▶ **Brief**
In the data below, find each line containing the string "moveTo" and return it.

:: Extracted information ::

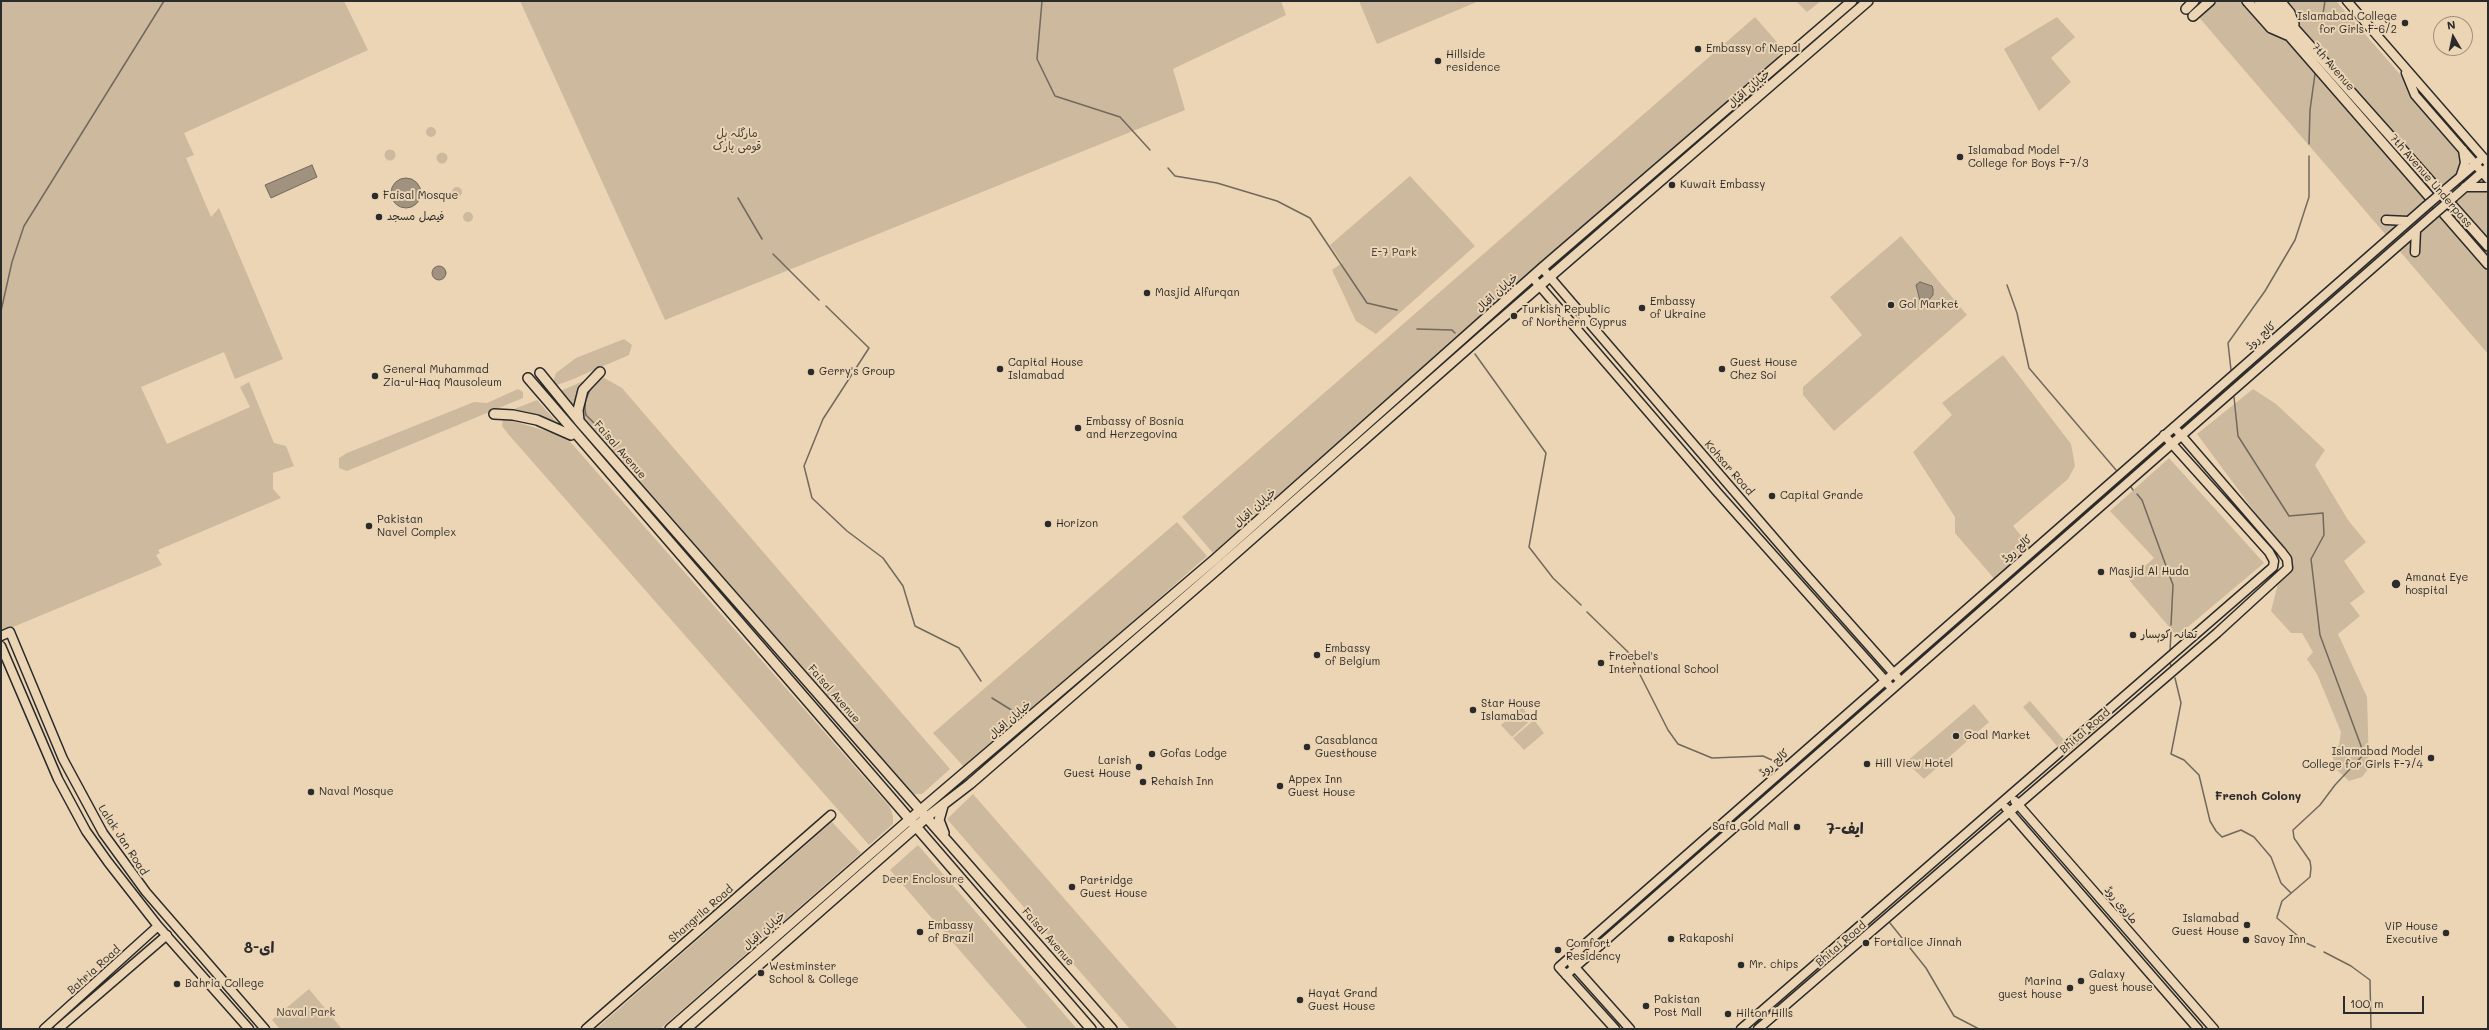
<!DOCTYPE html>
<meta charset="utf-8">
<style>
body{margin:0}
#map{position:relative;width:2489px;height:1030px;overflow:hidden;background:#ecd5b4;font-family:Mali,sans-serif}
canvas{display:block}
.frame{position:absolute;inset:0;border:2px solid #2b2b2b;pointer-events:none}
.north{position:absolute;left:2433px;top:16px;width:40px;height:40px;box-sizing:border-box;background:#ecd5b4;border:1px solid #9f917d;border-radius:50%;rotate:351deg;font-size:11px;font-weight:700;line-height:16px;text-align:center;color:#2b2b2b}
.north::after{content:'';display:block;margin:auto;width:14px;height:18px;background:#2b2b2b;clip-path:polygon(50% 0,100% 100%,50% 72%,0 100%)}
.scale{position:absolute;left:2343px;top:996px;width:81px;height:18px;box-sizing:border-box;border:2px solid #2b2b2b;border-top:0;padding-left:5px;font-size:12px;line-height:14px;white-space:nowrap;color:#2b2b2b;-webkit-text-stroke:3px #ecd5b4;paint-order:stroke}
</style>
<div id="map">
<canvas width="2489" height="1030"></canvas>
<div class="frame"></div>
<div class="north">N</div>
<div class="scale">100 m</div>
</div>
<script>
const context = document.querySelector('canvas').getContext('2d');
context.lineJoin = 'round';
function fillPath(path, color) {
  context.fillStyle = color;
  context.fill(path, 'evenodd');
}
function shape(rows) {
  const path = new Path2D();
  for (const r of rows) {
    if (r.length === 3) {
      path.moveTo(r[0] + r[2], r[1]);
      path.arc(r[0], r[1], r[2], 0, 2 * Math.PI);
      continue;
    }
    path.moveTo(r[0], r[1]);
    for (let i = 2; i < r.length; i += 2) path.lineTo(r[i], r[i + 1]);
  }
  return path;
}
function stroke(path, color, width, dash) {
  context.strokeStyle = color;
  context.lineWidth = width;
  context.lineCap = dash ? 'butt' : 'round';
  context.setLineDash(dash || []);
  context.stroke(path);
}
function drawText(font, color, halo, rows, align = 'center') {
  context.font = font + ' Mali,"Playpen Sans Arabic",sans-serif';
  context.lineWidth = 4;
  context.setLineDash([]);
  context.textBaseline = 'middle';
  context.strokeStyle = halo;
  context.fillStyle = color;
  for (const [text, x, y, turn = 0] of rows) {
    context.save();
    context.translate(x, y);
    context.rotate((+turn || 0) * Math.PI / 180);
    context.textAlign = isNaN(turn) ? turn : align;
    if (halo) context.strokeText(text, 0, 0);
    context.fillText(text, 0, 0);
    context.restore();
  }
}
const green = shape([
 [1,1,344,1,368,50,184,133,194,155,186,158,211,217,219,208,283,359,235,379,224,352,141,387,167,444,250,407,240,387,249,382,274,443,286,446,294,466,273,473,273,489,281,498,158,550,160,553,156,555,162,565,1,632],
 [520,1,1281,1,1286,15,1173,69,1185,110,665,320],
 [1359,1,1479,1,1377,44],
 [1796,1,1821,1,1807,12],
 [2185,1,2336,1,2488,175,2488,354],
 [1755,17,1782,48,1777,58,1213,553,1182,517],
 [2057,17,2075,37,2051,58,2071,82,2039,111,2004,49],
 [431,132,5],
 [390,155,5.5],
 [442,158,5.5],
 [1410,176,1475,246,1376,334,1356,321,1332,270,1342,263,1330,245],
 [457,192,5],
 [468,217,5],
 [1901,236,1967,315,1834,431,1803,395,1803,387,1862,335,1830,297],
 [624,339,632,345,629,355,571,380,557,385,553,382,556,373,576,358],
 [2003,355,2071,444,2075,466,2068,479,2013,526,2033,550,1997,582,1955,533,1955,517,1913,452,1952,415,1942,403],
 [599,375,622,388,950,769,922,794,914,794,582,415,582,400,587,389],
 [588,379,575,410,558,392],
 [518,389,523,392,523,398,347,471,339,468,339,458,347,453,474,402,487,403],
 [2253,389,2276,404,2325,450,2315,465,2348,520,2366,542,2344,561,2365,592,2350,603,2360,616,2338,634,2367,697,2369,768,2362,777,2349,781,2337,770,2331,752,2339,745,2341,732,2317,674,2307,659,2313,652,2302,633,2291,633,2271,611,2279,580,2290,568,2292,557,2260,519,2197,434],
 [537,400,561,427,509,411],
 [503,418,566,437,890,807,893,816,893,824,869,845,509,435,502,426],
 [2169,458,2264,563,2177,636,2129,580,2154,558,2110,511],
 [1177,522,1207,556,966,769,933,733],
 [2030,701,2064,740,2057,746,2023,707],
 [1974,704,1989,722,1924,779,1906,762],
 [1522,707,1532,719,1512,737,1501,725],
 [1534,720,1544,733,1524,750,1513,738],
 [958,784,959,786,927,811,927,810],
 [973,794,1178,1029,1130,1029,947,819],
 [832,822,861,853,660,1029,596,1029],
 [918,845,1077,1029,1028,1029,890,870],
 [309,989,342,1029,280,1029,272,1020]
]);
const water = shape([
 [312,165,317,177,271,198,265,185,312,165],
 [406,193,15],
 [439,273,7],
 [1920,282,1932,286,1933,289,1933,295,1926,303,1920,301,1916,285,1920,282]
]);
const stream = shape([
 [1042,1,1037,59,1055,96,1120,117,1150,150],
 [2320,33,2325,1],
 [2309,144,2310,110,2315,74],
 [1168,168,1175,176,1217,183,1277,201,1310,218,1367,303,1397,310],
 [738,198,762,239],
 [773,254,819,300],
 [2007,285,2017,313,2029,368,2116,470],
 [826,306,869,348,823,419,804,466,812,498,847,531,883,558,903,586,915,626,959,648,981,681],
 [1,311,12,262,24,226,164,1],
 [1417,329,1452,330,1455,333],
 [1475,354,1546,453,1529,547,1553,578,1581,605],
 [2231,370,2228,343,2265,291,2295,240,2309,197,2309,156],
 [591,387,585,402,585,410,586,415,594,423],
 [2234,397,2238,436,2289,516,2323,513,2324,535,2311,559,2320,635,2364,754,2335,785,2320,805,2293,830,2294,838,2310,861,2311,868,2310,877,2282,901,2277,917],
 [2123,478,2124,480],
 [2131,487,2133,490],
 [2137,494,2142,500,2173,585,2171,625],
 [1587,612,1629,653,1668,730,1678,744,1712,758,1763,756,1774,761,1779,766],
 [2170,651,2171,632],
 [2170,663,2171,666],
 [2175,678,2181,703,2171,754,2184,760,2199,775,2210,821,2216,831,2222,837,2241,830,2254,837,2271,857,2281,883,2291,893],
 [992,698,1021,716],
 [2277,918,2306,943,2315,947],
 [1890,923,1926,968,1954,1016,1979,1029],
 [2324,952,2351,966,2370,980,2371,1029]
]);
const secondary = shape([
 [2347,1,2488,163],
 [2406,73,2415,95,2488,179],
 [2461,175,2465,163,2463,150],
 [2465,187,2488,187],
 [2446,189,2479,161],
 [2454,197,2488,167],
 [2386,220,2408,221],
 [2415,252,2416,230],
 [1542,268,1794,561,1897,677],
 [1532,277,1718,493,1889,685],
 [1,636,10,632,63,759,103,833,146,892,265,1029],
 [1,646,58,779,86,831,108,862,158,926,249,1029],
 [2015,801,2214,1029],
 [2006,808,2198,1029],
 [1572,964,1630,1029],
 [1566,975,2433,215],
 [44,1029,158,926],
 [58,1029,167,935],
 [586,1029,831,815],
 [1615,1029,1559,967,2426,206],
 [1741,1029,2273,567,2274,561,2269,552,2164,435],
 [1758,1029,2217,633,2288,568,2287,559,2281,551,2174,427]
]);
const primary = shape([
 [2247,1,2271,28,2287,35],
 [2259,1,2488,264],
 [2270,1,2488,246],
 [2280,1,2290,13,2294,24],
 [2186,9,2194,1],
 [2193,16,2210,1],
 [540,373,579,421,1112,1029],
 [528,378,1091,1029],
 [494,414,513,415,537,420,571,435],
 [579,421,578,410,583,390,600,372],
 [943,806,939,820,944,833],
 [670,1029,909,820,1214,560,1542,268,1852,1],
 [686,1029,927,817,970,784,1220,567,1492,327,1868,1]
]);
const secondaryBridge = shape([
 [2426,206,2446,189],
 [2433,215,2454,197]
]);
const markers = [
 [2405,23,4,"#2b2b2b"],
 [1698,49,4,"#2b2b2b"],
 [1438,61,4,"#2b2b2b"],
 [1960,157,4,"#2b2b2b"],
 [1672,185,4,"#2b2b2b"],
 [375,196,4,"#2b2b2b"],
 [379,217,4,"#2b2b2b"],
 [1147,293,4,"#2b2b2b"],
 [1891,305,4,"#2b2b2b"],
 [1642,308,4,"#2b2b2b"],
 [1514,316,4,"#2b2b2b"],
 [1000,369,4,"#2b2b2b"],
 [1722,369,4,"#2b2b2b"],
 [811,372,4,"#2b2b2b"],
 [375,376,4,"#2b2b2b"],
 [1078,428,4,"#2b2b2b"],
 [1772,496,4,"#2b2b2b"],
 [1048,524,4,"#2b2b2b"],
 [369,526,4,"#2b2b2b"],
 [2101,572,4,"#2b2b2b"],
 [2396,584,5,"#2b2b2b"],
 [2133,635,4,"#2b2b2b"],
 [1317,655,4,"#2b2b2b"],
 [1601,663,4,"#2b2b2b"],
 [1473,710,4,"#2b2b2b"],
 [1956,736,4,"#2b2b2b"],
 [1307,747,4,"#2b2b2b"],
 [1152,754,4,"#2b2b2b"],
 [2431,758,4,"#2b2b2b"],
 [1867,764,4,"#2b2b2b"],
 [1139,767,4,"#2b2b2b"],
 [1143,782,4,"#2b2b2b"],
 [1280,786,4,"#2b2b2b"],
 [311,792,4,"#2b2b2b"],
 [1797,827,4,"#2b2b2b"],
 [1072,887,4,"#2b2b2b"],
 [2247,925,4,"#2b2b2b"],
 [920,932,4,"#2b2b2b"],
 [2446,933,4,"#2b2b2b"],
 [1671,939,4,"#2b2b2b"],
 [2246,940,4,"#2b2b2b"],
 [1866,943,4,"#2b2b2b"],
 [1558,950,4,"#2b2b2b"],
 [1741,965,4,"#2b2b2b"],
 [761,973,4,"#2b2b2b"],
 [2081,981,4,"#2b2b2b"],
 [177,984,4,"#2b2b2b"],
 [2070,988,4,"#2b2b2b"],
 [1300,1000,4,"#2b2b2b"],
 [1646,1006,4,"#2b2b2b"],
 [1728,1014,4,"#2b2b2b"]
];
const poiNames = [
 ["Islamabad College",2397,17,"right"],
 ["for Girls F-6/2",2397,30,"right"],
 ["Embassy of Nepal",1706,49],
 ["Hillside",1446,55],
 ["residence",1446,68],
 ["Islamabad Model",1968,151],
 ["College for Boys F-7/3",1968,164],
 ["Kuwait Embassy",1680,185],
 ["Faisal Mosque",383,196],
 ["فیصل مسجد",387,217],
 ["Masjid Alfurqan",1155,293],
 ["Embassy",1650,302],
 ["of Ukraine",1650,315],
 ["Gol Market",1899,305],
 ["Turkish Republic",1522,310],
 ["of Northern Cyprus",1522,323],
 ["Capital House",1008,363],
 ["Islamabad",1008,376],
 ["Guest House",1730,363],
 ["Chez Soi",1730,376],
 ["General Muhammad",383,370],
 ["Zia-ul-Haq Mausoleum",383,383],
 ["Gerry's Group",819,372],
 ["Embassy of Bosnia",1086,422],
 ["and Herzegovina",1086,435],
 ["Capital Grande",1780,496],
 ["Pakistan",377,520],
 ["Navel Complex",377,533],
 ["Horizon",1056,524],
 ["Masjid Al Huda",2109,572],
 ["Amanat Eye",2405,578],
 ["hospital",2405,591],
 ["تھانہ کوہسار",2141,635],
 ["Embassy",1325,649],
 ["of Belgium",1325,662],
 ["Froebel's",1609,657],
 ["International School",1609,670],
 ["Star House",1481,704],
 ["Islamabad",1481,717],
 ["Goal Market",1964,736],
 ["Casablanca",1315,741],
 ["Guesthouse",1315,754],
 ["Islamabad Model",2423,752,"right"],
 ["College for Girls F-7/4",2423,765,"right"],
 ["Gofas Lodge",1160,754],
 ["Larish",1131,761,"right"],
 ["Guest House",1131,774,"right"],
 ["Hill View Hotel",1875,764],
 ["Appex Inn",1288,780],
 ["Guest House",1288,793],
 ["Rehaish Inn",1151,782],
 ["Naval Mosque",319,792],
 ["Safa Gold Mall",1789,827,"right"],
 ["Partridge",1080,881],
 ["Guest House",1080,894],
 ["Islamabad",2239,919,"right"],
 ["Guest House",2239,932,"right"],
 ["Embassy",928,926],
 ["of Brazil",928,939],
 ["ViP House",2438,927,"right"],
 ["Executive",2438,940,"right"],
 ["Rakaposhi",1679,939],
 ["Savoy Inn",2254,940],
 ["Fortalice Jinnah",1874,943],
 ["Comfort",1566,944],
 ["Residency",1566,957],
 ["Mr. chips",1749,965],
 ["Westminster",769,967],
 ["School & College",769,980],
 ["Galaxy",2089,975],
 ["guest house",2089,988],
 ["Marina",2062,982,"right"],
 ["guest house",2062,995,"right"],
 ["Bahria College",185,984],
 ["Hayat Grand",1308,994],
 ["Guest House",1308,1007],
 ["Pakistan",1654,1000],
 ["Post Mall",1654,1013],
 ["Hilton Hills",1736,1014]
];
const streetNames = [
 ["7th Avenue",2333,67,49],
 ["خیابان اقبال",1749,89,-41],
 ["7th Avenue Underpass",2431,181,49],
 ["خیابان اقبال",1497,293,-42],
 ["کالج روڈ",2261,336,-42],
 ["Faisal Avenue",620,450,49],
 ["Kohsar Road",1729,468,49],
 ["خیابان اقبال",1255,508,-42],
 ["کالج روڈ",2017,549,-41],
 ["Faisal Avenue",834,694,49],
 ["خیابان اقبال",1010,720,-41],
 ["Bhitai Road",2085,731,-41],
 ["کالج روڈ",1774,763,-41],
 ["Lalak Jan Road",123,840,57],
 ["ماروی روڈ",2121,905,50],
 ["Shangrila Road",701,914,-41],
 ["خیابان اقبال",764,931,-41],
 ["Faisal Avenue",1048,937,49],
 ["Bhitai Road",1841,944,-41],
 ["Bahria Road",94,970,-42]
];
const parkNames = [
 ["مارگلہ ہل",737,134],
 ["قومی پارک",737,147],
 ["E-7 Park",1394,253],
 ["Deer Enclosure",923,880],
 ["Naval Park",306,1013]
];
const neighbourhoodNames = [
 ["French Colony",2258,796]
];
const districtNames = [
 ["ایف-7",1845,829],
 ["ای-8",259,948]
];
fillPath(green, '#cdb99e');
fillPath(water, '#a0927e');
stroke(water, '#71695d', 1);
stroke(stream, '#71695d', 1.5);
stroke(secondary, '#2b2b2b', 11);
stroke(primary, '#2b2b2b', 12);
stroke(secondary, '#ecd5b4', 8);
stroke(primary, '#ecd5b4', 9);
stroke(secondaryBridge, '#2b2b2b', 11, []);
stroke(secondaryBridge, '#ecd5b4', 8);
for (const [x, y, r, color] of markers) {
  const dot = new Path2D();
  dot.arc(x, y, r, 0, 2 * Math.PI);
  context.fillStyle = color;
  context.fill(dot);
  stroke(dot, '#ecd5b4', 1.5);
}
drawText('11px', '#2b2b2b', '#ecd5b4', poiNames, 'left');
drawText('11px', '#2b2b2b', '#ecd5b4', streetNames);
drawText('11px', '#43403c', '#ecd5b4', parkNames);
drawText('bold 12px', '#2b2b2b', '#ecd5b4', neighbourhoodNames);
drawText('bold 15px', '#2b2b2b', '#ecd5b4', districtNames);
</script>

:::

▶ **Answer to the exercise**
      path.moveTo(r[0] + r[2], r[1]);
    path.moveTo(r[0], r[1]);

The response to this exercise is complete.